[[ Given data open ]]

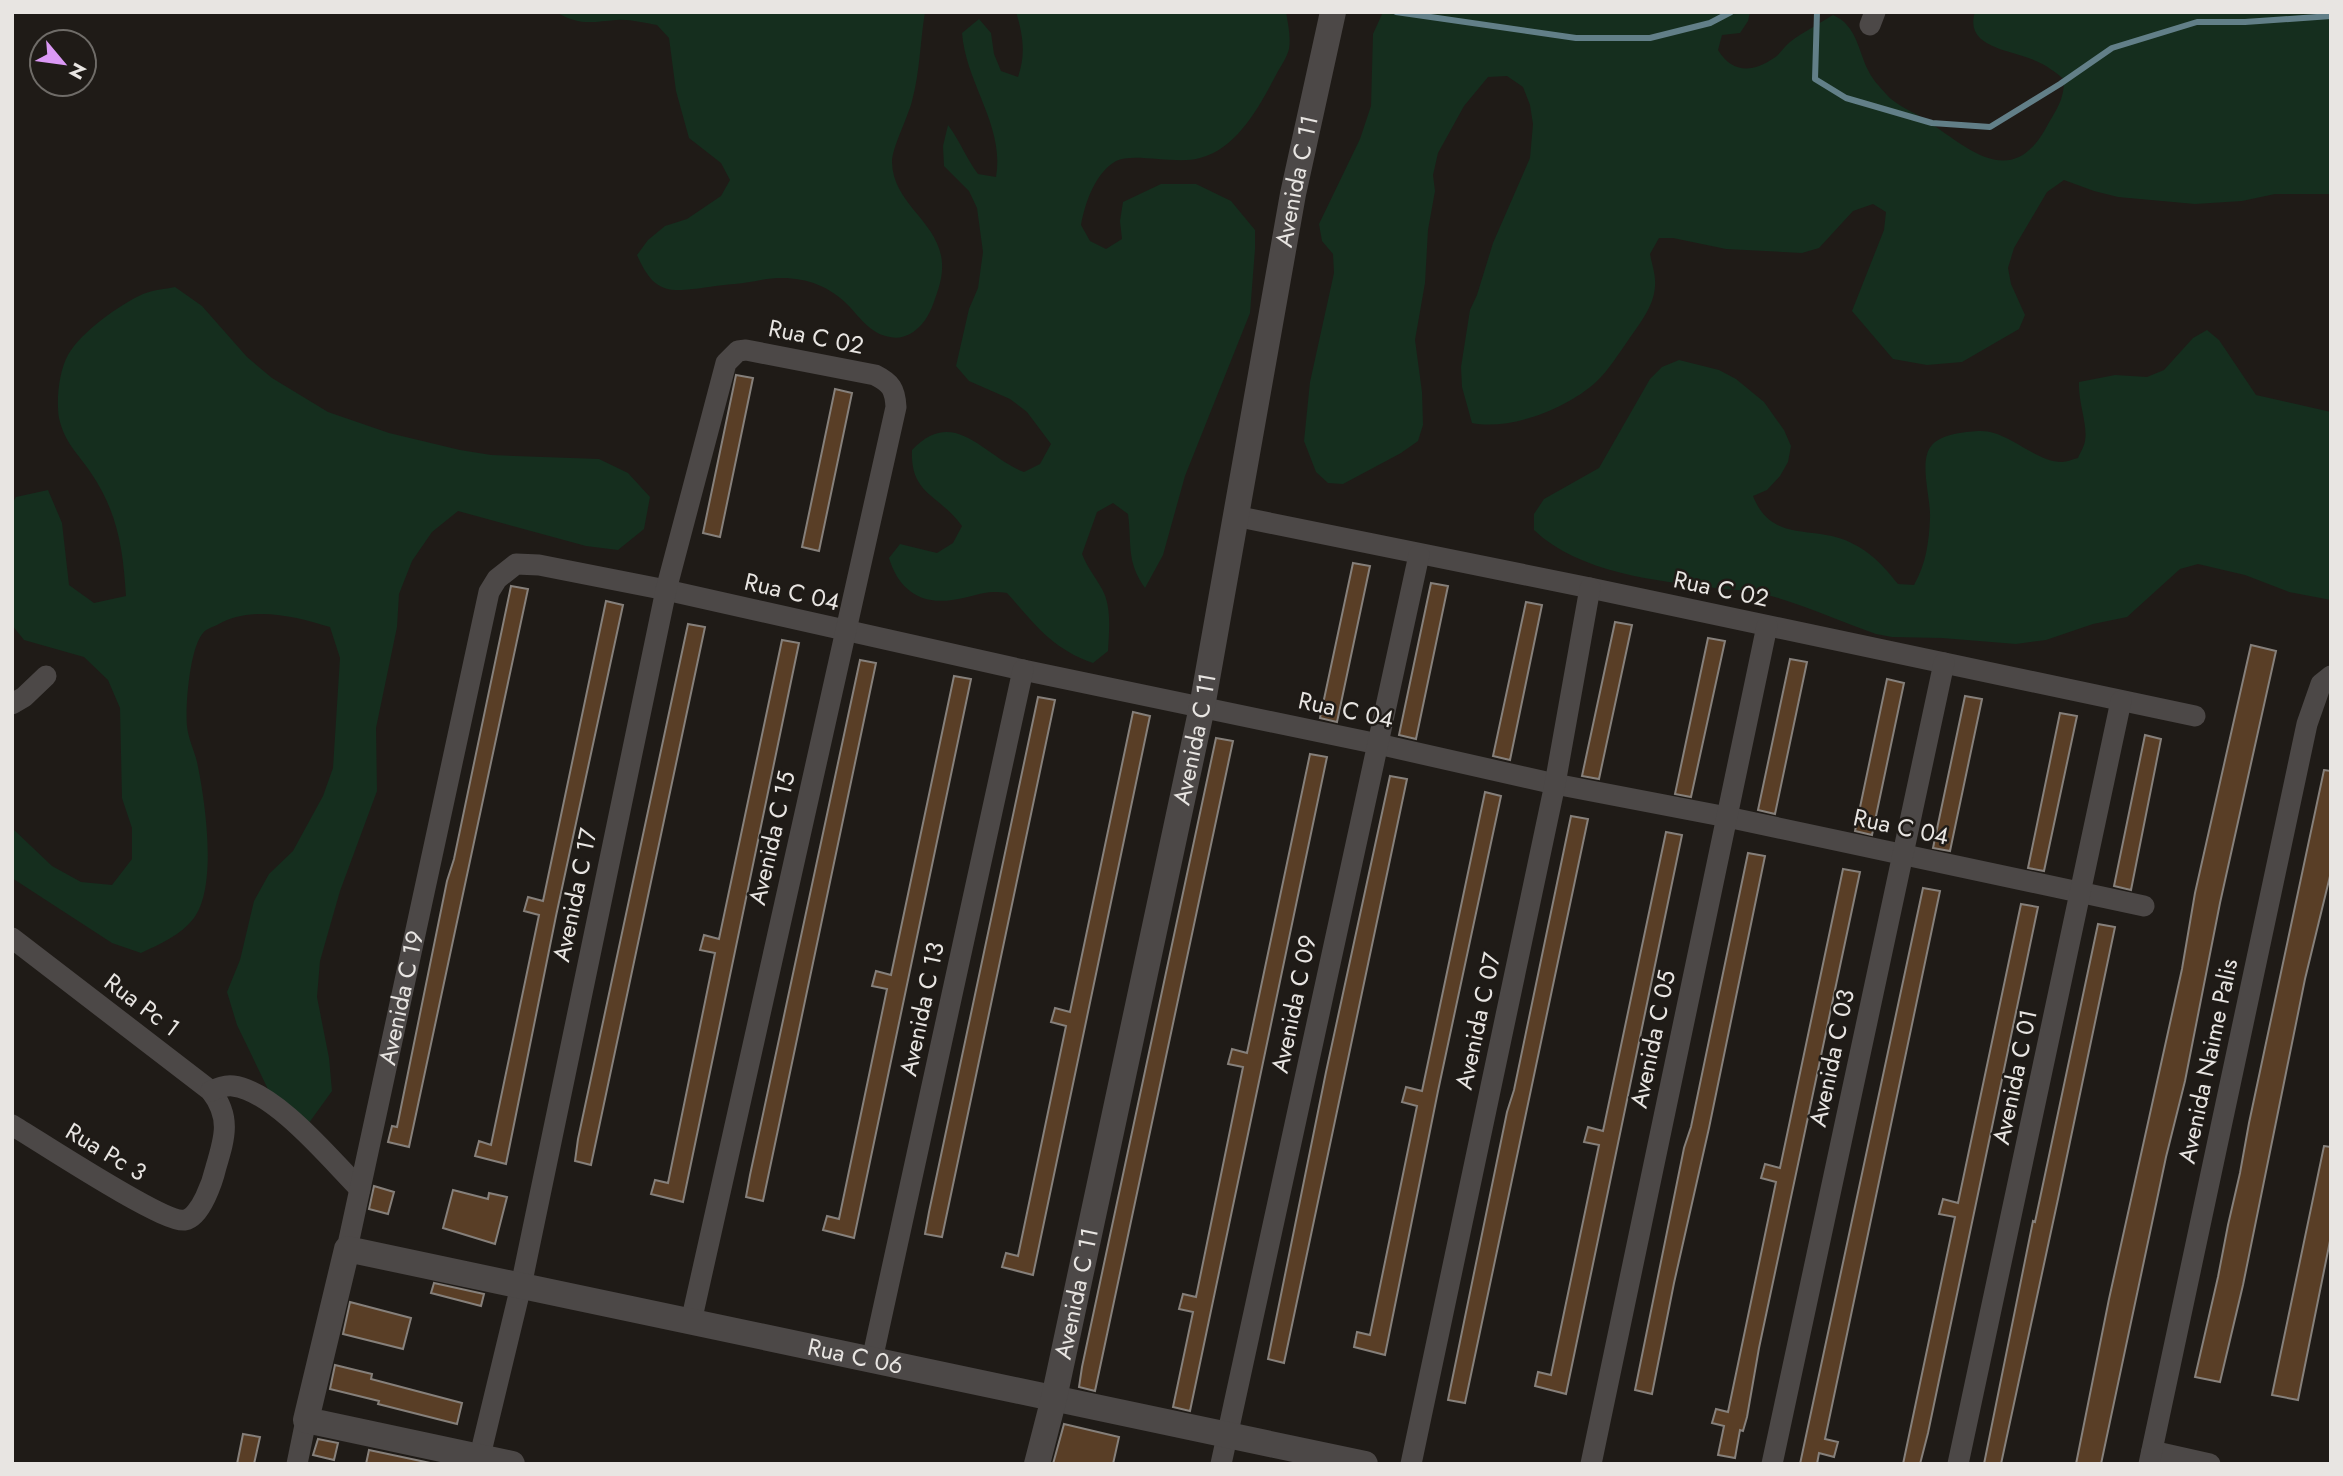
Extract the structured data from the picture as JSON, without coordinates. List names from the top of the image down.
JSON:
{
  "streets": {
    "street": [
      "Avenida C 11",
      "Rua C 02",
      "Rua C 04",
      "Avenida C 15",
      "Avenida C 17",
      "Avenida C 19",
      "Avenida C 09",
      "Rua Pc 1",
      "Avenida C 13",
      "Avenida C 07",
      "Avenida C 05",
      "Avenida C 03",
      "Avenida Naime Palis",
      "Avenida C 01",
      "Rua Pc 3",
      "Rua C 06"
    ]
  },
  "crossings": [
    ["Avenida C 11", "Rua C 02"],
    ["Avenida C 11", "Rua C 04"],
    ["Avenida C 11", "Rua C 06"],
    ["Rua C 02", "Avenida C 15"],
    ["Rua C 02", "Avenida C 17"],
    ["Rua C 02", "Avenida C 09"],
    ["Rua C 02", "Avenida C 07"],
    ["Rua C 02", "Avenida C 05"],
    ["Rua C 02", "Avenida C 03"],
    ["Rua C 02", "Avenida C 01"],
    ["Rua C 04", "Avenida C 15"],
    ["Rua C 04", "Avenida C 17"],
    ["Rua C 04", "Avenida C 19"],
    ["Rua C 04", "Avenida C 09"],
    ["Rua C 04", "Avenida C 13"],
    ["Rua C 04", "Avenida C 07"],
    ["Rua C 04", "Avenida C 05"],
    ["Rua C 04", "Avenida C 03"],
    ["Rua C 04", "Avenida C 01"],
    ["Avenida C 15", "Rua C 06"],
    ["Avenida C 17", "Rua C 06"],
    ["Avenida C 19", "Rua C 06"],
    ["Avenida C 09", "Rua C 06"],
    ["Rua Pc 1", "Rua Pc 3"],
    ["Avenida C 13", "Rua C 06"]
  ],
  "north": "bottom right"
}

[[ Given data closed ]]

**Assignment**
Across the listing above, find all lines where the word "JSON" is present and copy them.

**Exercise response**
Extract the structured data from the picture as JSON, without coordinates. List names from the top of the image down.
JSON:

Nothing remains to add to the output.